Manuel Valls veut « suspendre le regroupement familial et les mariages, principale source de l’immigration et de la constitution de ghettos »
Dernière modification : 27 juin 2022
Autrice : Lili Aribo, master Droits de l’Homme et Union européenne, Université Paris I Panthéon-Sorbonne
Relectrice : Tania Racho, docteure en droit européen, Université Paris II Panthéon-Assas
Source : Europe 1, Le Grand Rendez-Vous, 19 décembre 2021, 29’
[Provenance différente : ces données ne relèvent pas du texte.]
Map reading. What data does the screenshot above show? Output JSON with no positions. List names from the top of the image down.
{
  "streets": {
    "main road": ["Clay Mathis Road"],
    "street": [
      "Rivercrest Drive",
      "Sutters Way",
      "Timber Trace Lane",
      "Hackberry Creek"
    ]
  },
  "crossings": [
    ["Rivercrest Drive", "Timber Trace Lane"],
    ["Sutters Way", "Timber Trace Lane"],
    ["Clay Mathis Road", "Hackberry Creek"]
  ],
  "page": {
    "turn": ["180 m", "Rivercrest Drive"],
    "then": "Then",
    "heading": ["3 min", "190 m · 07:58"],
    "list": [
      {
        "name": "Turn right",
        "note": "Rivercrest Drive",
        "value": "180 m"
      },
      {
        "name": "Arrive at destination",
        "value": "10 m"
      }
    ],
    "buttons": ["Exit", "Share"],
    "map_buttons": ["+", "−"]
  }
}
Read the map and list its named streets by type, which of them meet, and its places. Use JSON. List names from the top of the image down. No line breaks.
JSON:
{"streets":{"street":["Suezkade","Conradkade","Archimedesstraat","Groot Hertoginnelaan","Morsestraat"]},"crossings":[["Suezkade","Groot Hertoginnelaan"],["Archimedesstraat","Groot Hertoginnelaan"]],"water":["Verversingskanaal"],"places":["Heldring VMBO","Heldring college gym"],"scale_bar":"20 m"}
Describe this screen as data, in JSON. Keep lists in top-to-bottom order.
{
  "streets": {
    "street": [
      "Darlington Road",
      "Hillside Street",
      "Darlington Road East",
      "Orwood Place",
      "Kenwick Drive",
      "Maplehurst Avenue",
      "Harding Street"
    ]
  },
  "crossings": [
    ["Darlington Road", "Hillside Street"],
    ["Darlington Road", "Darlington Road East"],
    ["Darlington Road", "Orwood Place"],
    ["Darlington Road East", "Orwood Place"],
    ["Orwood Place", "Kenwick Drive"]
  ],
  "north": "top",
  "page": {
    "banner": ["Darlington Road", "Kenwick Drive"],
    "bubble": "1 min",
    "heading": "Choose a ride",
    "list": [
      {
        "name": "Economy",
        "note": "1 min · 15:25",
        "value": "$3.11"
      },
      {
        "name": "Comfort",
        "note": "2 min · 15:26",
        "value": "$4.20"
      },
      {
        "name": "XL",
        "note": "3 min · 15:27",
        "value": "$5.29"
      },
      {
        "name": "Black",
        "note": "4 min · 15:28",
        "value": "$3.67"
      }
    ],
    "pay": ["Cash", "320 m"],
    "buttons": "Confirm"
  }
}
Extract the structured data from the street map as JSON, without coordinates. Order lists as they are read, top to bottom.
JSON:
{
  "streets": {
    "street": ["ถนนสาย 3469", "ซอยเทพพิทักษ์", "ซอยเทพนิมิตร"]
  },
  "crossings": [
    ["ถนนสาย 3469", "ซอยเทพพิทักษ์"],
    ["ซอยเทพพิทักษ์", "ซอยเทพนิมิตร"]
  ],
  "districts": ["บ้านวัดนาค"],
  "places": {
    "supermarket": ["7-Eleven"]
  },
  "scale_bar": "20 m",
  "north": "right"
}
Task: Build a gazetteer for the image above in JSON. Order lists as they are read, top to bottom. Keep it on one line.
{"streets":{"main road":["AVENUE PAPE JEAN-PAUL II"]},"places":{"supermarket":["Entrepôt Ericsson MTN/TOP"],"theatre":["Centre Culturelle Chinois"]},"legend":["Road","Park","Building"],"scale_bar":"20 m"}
Pour la énième fois, le droit au regroupement familial est fondamental et protégé par la Constitution comme le droit européen. Il a même été créé pour les étrangers… Quant au droit au mariage, l’amour n’a pas de nationalité non plus…
Dimanche 19 décembre sur Europe 1, l’ancien Premier ministre socialiste Manuel Valls a déclaré vouloir stopper l’immigration, estimant que la France devait “reprendre le contrôle de la politique migratoire”. Selon lui, ce contrôle doit passer par la suspension du regroupement familial et du mariage entre français et étrangers.
Cette volonté de Manuel Valls de stopper l’immigration familiale, commune à de nombreuses autres personnalités politiques (Michel Barnier, Eric Zemmour, Christian Estrosi, Ludovic Pajot), se heurte à un sérieux obstacle juridique. Les juges français et européens protègent le principe du “droit à une vie familiale”, lui-même protégé par le Constitution et la Convention européenne des droits de l’homme.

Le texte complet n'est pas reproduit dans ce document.